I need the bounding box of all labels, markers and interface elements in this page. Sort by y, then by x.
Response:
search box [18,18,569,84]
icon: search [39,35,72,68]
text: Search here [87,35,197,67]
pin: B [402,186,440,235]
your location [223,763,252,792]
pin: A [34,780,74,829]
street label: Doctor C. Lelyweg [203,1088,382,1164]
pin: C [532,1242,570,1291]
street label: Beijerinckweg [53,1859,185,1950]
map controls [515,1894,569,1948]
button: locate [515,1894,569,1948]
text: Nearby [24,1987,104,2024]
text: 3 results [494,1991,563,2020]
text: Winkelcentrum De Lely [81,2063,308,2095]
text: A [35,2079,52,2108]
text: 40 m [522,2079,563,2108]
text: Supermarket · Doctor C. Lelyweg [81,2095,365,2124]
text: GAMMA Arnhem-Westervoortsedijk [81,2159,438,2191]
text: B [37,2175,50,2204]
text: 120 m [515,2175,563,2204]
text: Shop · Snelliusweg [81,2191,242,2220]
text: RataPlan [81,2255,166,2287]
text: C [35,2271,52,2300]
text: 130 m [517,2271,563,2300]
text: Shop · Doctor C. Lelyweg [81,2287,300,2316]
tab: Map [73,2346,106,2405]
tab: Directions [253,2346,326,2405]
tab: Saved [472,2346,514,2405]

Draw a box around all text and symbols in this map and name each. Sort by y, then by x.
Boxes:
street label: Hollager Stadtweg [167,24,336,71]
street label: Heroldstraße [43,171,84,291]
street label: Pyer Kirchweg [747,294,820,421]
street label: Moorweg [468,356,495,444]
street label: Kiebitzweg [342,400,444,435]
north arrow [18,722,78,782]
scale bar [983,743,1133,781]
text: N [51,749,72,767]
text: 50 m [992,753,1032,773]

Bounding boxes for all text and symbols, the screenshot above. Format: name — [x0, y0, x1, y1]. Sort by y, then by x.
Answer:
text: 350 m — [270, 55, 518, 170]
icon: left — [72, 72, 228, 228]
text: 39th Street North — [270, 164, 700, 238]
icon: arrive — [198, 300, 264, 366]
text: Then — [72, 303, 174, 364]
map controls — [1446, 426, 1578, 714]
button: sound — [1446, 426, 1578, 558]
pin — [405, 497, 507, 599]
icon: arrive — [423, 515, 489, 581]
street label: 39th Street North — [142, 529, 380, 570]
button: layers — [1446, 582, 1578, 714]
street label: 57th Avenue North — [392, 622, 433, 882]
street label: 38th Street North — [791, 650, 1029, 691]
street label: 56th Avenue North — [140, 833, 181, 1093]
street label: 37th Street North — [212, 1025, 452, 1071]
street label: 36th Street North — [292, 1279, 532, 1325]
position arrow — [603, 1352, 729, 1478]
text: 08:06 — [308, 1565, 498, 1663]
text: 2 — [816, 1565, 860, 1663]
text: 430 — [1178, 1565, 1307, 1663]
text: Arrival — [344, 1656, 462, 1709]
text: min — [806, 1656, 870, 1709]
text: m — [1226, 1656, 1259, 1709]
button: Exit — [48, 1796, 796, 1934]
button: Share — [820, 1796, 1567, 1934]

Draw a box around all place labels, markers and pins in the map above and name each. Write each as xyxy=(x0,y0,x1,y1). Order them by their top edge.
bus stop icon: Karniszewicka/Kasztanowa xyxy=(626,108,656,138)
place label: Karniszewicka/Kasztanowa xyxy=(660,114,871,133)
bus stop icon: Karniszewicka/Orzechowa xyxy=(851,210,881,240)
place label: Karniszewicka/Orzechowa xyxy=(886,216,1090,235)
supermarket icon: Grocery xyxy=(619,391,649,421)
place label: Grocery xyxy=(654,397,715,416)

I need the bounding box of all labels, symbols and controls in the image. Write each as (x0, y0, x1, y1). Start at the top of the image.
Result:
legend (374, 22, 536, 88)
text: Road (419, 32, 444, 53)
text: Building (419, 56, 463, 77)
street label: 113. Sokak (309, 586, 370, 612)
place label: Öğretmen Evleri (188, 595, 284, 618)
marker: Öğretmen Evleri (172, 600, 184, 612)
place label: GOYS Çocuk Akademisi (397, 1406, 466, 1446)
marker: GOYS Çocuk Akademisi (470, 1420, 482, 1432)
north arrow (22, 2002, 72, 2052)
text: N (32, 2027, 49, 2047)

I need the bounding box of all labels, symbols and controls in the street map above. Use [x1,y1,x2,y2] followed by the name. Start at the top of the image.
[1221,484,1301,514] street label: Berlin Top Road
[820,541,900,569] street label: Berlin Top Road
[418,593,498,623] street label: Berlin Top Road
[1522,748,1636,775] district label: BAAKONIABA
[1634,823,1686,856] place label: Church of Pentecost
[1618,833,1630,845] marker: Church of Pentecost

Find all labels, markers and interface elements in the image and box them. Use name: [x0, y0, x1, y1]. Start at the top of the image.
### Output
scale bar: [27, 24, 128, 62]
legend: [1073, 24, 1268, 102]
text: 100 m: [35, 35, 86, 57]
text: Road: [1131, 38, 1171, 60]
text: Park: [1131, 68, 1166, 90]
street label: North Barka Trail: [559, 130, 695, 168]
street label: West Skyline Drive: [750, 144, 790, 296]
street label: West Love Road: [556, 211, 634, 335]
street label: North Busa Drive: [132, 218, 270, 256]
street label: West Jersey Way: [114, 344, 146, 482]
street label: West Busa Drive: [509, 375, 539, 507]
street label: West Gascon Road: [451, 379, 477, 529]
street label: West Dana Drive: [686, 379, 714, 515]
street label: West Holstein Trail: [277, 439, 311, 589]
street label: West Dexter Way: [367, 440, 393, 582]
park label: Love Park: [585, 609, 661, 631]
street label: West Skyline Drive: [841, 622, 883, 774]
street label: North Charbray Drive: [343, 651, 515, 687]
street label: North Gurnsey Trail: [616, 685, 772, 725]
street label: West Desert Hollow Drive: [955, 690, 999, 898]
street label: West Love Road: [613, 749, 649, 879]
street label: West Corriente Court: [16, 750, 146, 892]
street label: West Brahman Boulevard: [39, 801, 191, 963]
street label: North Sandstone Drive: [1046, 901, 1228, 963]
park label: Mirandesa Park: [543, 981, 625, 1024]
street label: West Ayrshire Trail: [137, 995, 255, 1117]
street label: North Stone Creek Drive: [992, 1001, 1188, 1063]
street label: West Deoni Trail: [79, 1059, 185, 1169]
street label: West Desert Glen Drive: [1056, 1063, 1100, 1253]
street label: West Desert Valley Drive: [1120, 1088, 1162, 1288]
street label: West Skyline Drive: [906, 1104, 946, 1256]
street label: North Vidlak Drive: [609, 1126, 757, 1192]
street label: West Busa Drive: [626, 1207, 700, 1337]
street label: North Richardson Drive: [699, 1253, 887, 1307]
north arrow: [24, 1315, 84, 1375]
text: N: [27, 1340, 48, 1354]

- - -

About this exercise
Write out all the data exactly.

Output below
I need the bounding box of all labels, markers and interface elements in this page. Sort by y, then by x.
Response:
search box [18,18,569,84]
icon: search [39,35,72,68]
text: Search here [87,35,197,67]
pin: B [402,186,440,235]
your location [223,763,252,792]
pin: A [34,780,74,829]
street label: Doctor C. Lelyweg [203,1088,382,1164]
pin: C [532,1242,570,1291]
street label: Beijerinckweg [53,1859,185,1950]
map controls [515,1894,569,1948]
button: locate [515,1894,569,1948]
text: Nearby [24,1987,104,2024]
text: 3 results [494,1991,563,2020]
text: Winkelcentrum De Lely [81,2063,308,2095]
text: A [35,2079,52,2108]
text: 40 m [522,2079,563,2108]
text: Supermarket · Doctor C. Lelyweg [81,2095,365,2124]
text: GAMMA Arnhem-Westervoortsedijk [81,2159,438,2191]
text: B [37,2175,50,2204]
text: 120 m [515,2175,563,2204]
text: Shop · Snelliusweg [81,2191,242,2220]
text: RataPlan [81,2255,166,2287]
text: C [35,2271,52,2300]
text: 130 m [517,2271,563,2300]
text: Shop · Doctor C. Lelyweg [81,2287,300,2316]
tab: Map [73,2346,106,2405]
tab: Directions [253,2346,326,2405]
tab: Saved [472,2346,514,2405]

Draw a box around all text and symbols in this map and name each. Sort by y, then by x.
Boxes:
street label: Hollager Stadtweg [167,24,336,71]
street label: Heroldstraße [43,171,84,291]
street label: Pyer Kirchweg [747,294,820,421]
street label: Moorweg [468,356,495,444]
street label: Kiebitzweg [342,400,444,435]
north arrow [18,722,78,782]
scale bar [983,743,1133,781]
text: N [51,749,72,767]
text: 50 m [992,753,1032,773]

Bounding boxes for all text and symbols, the screenshot above. Format: name — [x0, y0, x1, y1]. Sort by y, then by x.
Answer:
text: 350 m — [270, 55, 518, 170]
icon: left — [72, 72, 228, 228]
text: 39th Street North — [270, 164, 700, 238]
icon: arrive — [198, 300, 264, 366]
text: Then — [72, 303, 174, 364]
map controls — [1446, 426, 1578, 714]
button: sound — [1446, 426, 1578, 558]
pin — [405, 497, 507, 599]
icon: arrive — [423, 515, 489, 581]
street label: 39th Street North — [142, 529, 380, 570]
button: layers — [1446, 582, 1578, 714]
street label: 57th Avenue North — [392, 622, 433, 882]
street label: 38th Street North — [791, 650, 1029, 691]
street label: 56th Avenue North — [140, 833, 181, 1093]
street label: 37th Street North — [212, 1025, 452, 1071]
street label: 36th Street North — [292, 1279, 532, 1325]
position arrow — [603, 1352, 729, 1478]
text: 08:06 — [308, 1565, 498, 1663]
text: 2 — [816, 1565, 860, 1663]
text: 430 — [1178, 1565, 1307, 1663]
text: Arrival — [344, 1656, 462, 1709]
text: min — [806, 1656, 870, 1709]
text: m — [1226, 1656, 1259, 1709]
button: Exit — [48, 1796, 796, 1934]
button: Share — [820, 1796, 1567, 1934]

Draw a box around all place labels, markers and pins in the map above and name each. Write each as xyxy=(x0,y0,x1,y1). Order them by their top edge.
bus stop icon: Karniszewicka/Kasztanowa xyxy=(626,108,656,138)
place label: Karniszewicka/Kasztanowa xyxy=(660,114,871,133)
bus stop icon: Karniszewicka/Orzechowa xyxy=(851,210,881,240)
place label: Karniszewicka/Orzechowa xyxy=(886,216,1090,235)
supermarket icon: Grocery xyxy=(619,391,649,421)
place label: Grocery xyxy=(654,397,715,416)

I need the bounding box of all labels, symbols and controls in the image. Write each as (x0, y0, x1, y1). Start at the top of the image.
Result:
legend (374, 22, 536, 88)
text: Road (419, 32, 444, 53)
text: Building (419, 56, 463, 77)
street label: 113. Sokak (309, 586, 370, 612)
place label: Öğretmen Evleri (188, 595, 284, 618)
marker: Öğretmen Evleri (172, 600, 184, 612)
place label: GOYS Çocuk Akademisi (397, 1406, 466, 1446)
marker: GOYS Çocuk Akademisi (470, 1420, 482, 1432)
north arrow (22, 2002, 72, 2052)
text: N (32, 2027, 49, 2047)

I need the bounding box of all labels, symbols and controls in the street map above. Use [x1,y1,x2,y2] followed by the name. Start at the top of the image.
[1221,484,1301,514] street label: Berlin Top Road
[820,541,900,569] street label: Berlin Top Road
[418,593,498,623] street label: Berlin Top Road
[1522,748,1636,775] district label: BAAKONIABA
[1634,823,1686,856] place label: Church of Pentecost
[1618,833,1630,845] marker: Church of Pentecost

Find all labels, markers and interface elements in the image and box them. Use name: [x0, y0, x1, y1]. Start at the top of the image.
### Output
scale bar: [27, 24, 128, 62]
legend: [1073, 24, 1268, 102]
text: 100 m: [35, 35, 86, 57]
text: Road: [1131, 38, 1171, 60]
text: Park: [1131, 68, 1166, 90]
street label: North Barka Trail: [559, 130, 695, 168]
street label: West Skyline Drive: [750, 144, 790, 296]
street label: West Love Road: [556, 211, 634, 335]
street label: North Busa Drive: [132, 218, 270, 256]
street label: West Jersey Way: [114, 344, 146, 482]
street label: West Busa Drive: [509, 375, 539, 507]
street label: West Gascon Road: [451, 379, 477, 529]
street label: West Dana Drive: [686, 379, 714, 515]
street label: West Holstein Trail: [277, 439, 311, 589]
street label: West Dexter Way: [367, 440, 393, 582]
park label: Love Park: [585, 609, 661, 631]
street label: West Skyline Drive: [841, 622, 883, 774]
street label: North Charbray Drive: [343, 651, 515, 687]
street label: North Gurnsey Trail: [616, 685, 772, 725]
street label: West Desert Hollow Drive: [955, 690, 999, 898]
street label: West Love Road: [613, 749, 649, 879]
street label: West Corriente Court: [16, 750, 146, 892]
street label: West Brahman Boulevard: [39, 801, 191, 963]
street label: North Sandstone Drive: [1046, 901, 1228, 963]
park label: Mirandesa Park: [543, 981, 625, 1024]
street label: West Ayrshire Trail: [137, 995, 255, 1117]
street label: North Stone Creek Drive: [992, 1001, 1188, 1063]
street label: West Deoni Trail: [79, 1059, 185, 1169]
street label: West Desert Glen Drive: [1056, 1063, 1100, 1253]
street label: West Desert Valley Drive: [1120, 1088, 1162, 1288]
street label: West Skyline Drive: [906, 1104, 946, 1256]
street label: North Vidlak Drive: [609, 1126, 757, 1192]
street label: West Busa Drive: [626, 1207, 700, 1337]
street label: North Richardson Drive: [699, 1253, 887, 1307]
north arrow: [24, 1315, 84, 1375]
text: N: [27, 1340, 48, 1354]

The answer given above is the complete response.